Why I Buy Black Market Contact Lenses

Dear Rich Lifer,

As a kid, I remember seeing a cardboard bin full of free (used) prescription eyeglasses. People could donate their old pairs and/or take what they needed.

I thought it was a great service: Letting folks help each other save money and prevent items from hitting the landfill … especially since glasses cost so much.

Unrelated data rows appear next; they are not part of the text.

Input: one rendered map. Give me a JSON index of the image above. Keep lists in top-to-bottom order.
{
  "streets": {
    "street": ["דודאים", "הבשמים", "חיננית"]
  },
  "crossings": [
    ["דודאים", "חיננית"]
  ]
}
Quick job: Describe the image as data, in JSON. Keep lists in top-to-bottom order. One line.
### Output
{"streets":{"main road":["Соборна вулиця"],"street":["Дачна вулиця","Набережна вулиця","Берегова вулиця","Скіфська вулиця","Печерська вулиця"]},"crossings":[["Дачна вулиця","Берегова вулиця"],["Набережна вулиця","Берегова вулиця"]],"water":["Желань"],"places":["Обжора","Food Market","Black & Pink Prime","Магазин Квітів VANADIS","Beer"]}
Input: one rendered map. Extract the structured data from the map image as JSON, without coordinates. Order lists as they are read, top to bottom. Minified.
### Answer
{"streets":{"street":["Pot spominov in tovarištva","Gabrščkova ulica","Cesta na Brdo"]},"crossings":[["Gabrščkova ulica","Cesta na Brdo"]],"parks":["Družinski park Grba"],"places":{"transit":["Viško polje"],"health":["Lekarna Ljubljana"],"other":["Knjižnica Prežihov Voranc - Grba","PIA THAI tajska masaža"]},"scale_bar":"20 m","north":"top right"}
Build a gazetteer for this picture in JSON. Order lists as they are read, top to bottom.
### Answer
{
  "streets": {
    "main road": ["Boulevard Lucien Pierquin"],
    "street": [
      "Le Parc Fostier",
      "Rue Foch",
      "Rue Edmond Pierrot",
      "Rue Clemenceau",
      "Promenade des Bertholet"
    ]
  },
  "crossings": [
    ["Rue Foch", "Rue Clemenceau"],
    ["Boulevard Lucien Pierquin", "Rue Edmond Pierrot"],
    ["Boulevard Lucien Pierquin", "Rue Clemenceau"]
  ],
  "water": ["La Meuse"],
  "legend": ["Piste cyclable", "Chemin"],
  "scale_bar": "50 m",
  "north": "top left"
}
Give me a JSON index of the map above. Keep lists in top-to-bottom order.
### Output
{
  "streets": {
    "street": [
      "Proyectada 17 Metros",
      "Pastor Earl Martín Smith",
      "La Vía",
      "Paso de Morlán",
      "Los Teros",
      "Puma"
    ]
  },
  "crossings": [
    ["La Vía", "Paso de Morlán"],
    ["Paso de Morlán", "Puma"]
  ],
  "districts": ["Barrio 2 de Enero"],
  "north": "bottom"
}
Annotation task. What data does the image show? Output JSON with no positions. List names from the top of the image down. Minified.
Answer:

And really, what was the harm in wearing a pair of glasses that might not be the EXACT right prescription?

Depends on who you ask.

Here’s what the Mayo Clinic says about the matter:

Eyeglasses change the light rays that our eyes receive. They do not change any part of the eye itself. Wearing glasses that are too strong or otherwise wrong for the eyes cannot harm an adult – although it might result in a temporary headache. At worse, the glasses will fail to correct vision and make the wearer uncomfortable because of blurriness. However, it will not result in damage to any part of the eye.”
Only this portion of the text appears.